Assange, founder of Wikileaks, published the classified documents stolen by Bradley Mannings. According to US legal precedent, a journalist who publishes classified documents is in the legal clear, so long as he did not break the law to obtain them. The Pentagon papers, for instance, were illegally swiped, but delivered anonymously to various newspapers; the newspapers did not ask someone to steal them. So, as long as Manning sent Assange the documents on his own volition, then Assange would have not legal troubles with the US.

Ooops.

Assange to face US spy charges

It seems that Manning didn’t work alone… Assange apparently solicited the documents and coached Manning in how to break passwords. In other words, “conspiracy to commit espionage.”  This would make Assange eligible for prosecution in the US, and would not exactly be an unprecedented sort of thing. Foreign nationals who commit crimes against the US while not within the US have certainly been legally pursued before… imagine a British national who used the internet to solicit for a hitman on Craigslist to whack an American citizen in, say, Boston.

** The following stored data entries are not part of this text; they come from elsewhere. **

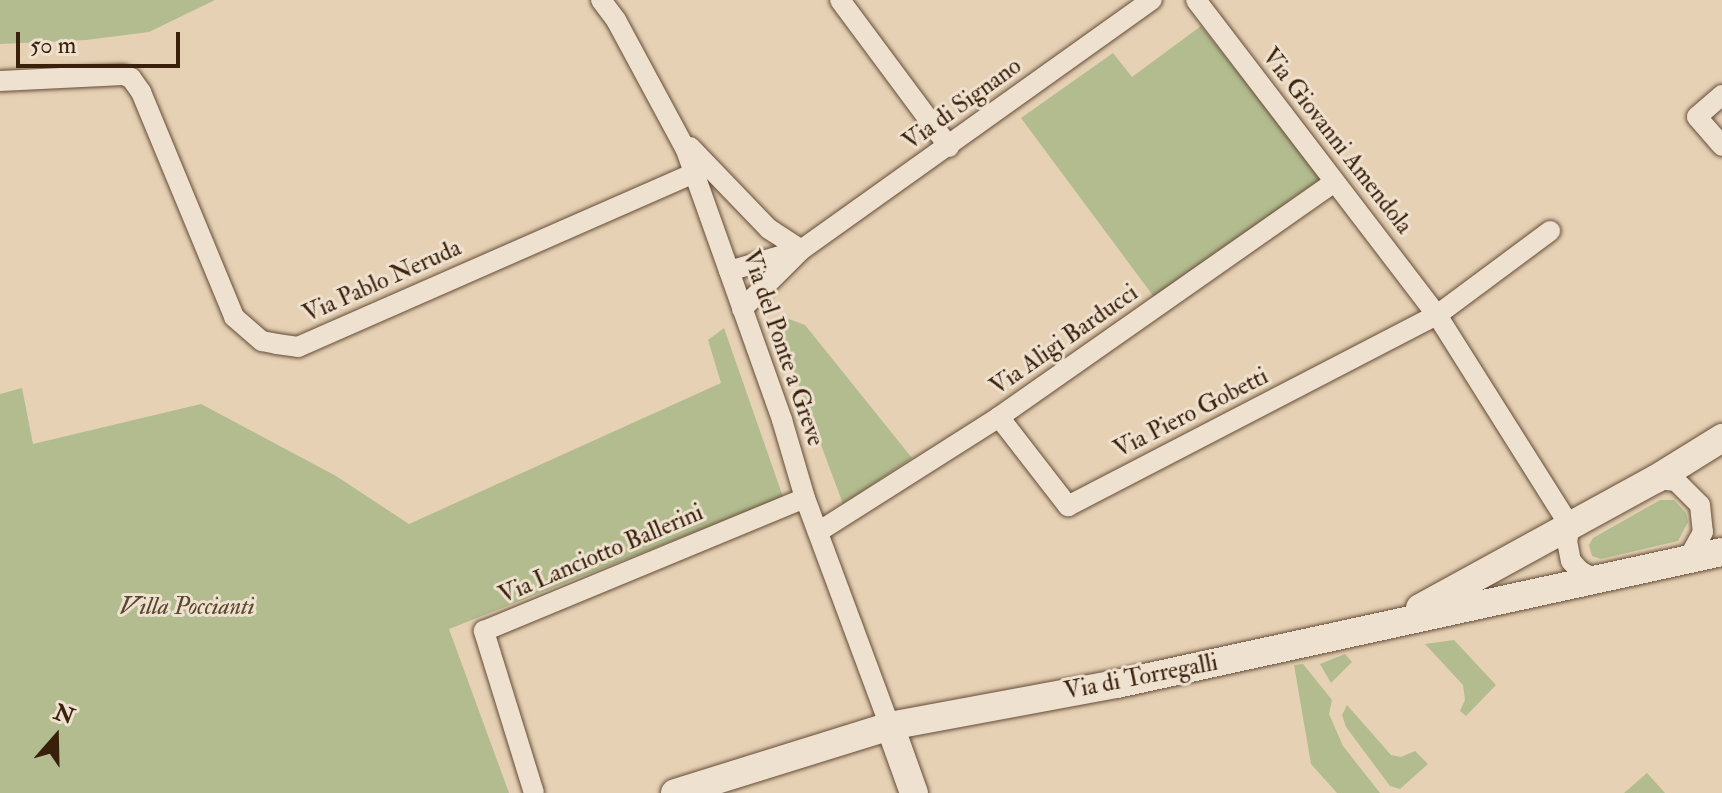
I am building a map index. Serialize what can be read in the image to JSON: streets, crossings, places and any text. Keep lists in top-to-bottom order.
{
  "streets": {
    "main road": ["Via di Torregalli"],
    "street": [
      "Via di Signano",
      "Via Giovanni Amendola",
      "Via Pablo Neruda",
      "Via Aligi Barducci",
      "Via del Ponte a Greve",
      "Via Piero Gobetti",
      "Via Lanciotto Ballerini"
    ]
  },
  "crossings": [
    ["Via Giovanni Amendola", "Via Aligi Barducci"],
    ["Via Giovanni Amendola", "Via Piero Gobetti"],
    ["Via Giovanni Amendola", "Via di Torregalli"],
    ["Via Pablo Neruda", "Via del Ponte a Greve"],
    ["Via Aligi Barducci", "Via del Ponte a Greve"],
    ["Via Aligi Barducci", "Via Piero Gobetti"],
    ["Via del Ponte a Greve", "Via Lanciotto Ballerini"],
    ["Via del Ponte a Greve", "Via di Torregalli"]
  ],
  "parks": ["Villa Poccianti"],
  "scale_bar": "50 m",
  "north": "top"
}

If the hitman was actually procured and did the deed, I’m pretty sure the US legal system would be very, very interested in the British national, and would ask for extradition.

An example: Alfred Zehe. Didn’t even break any laws, and still convicted in the US of espionage even though he was a foreign national in a foreign country when he simply reviewed some classified US documents. Seems to have been a screwy case, but apparently it stood up.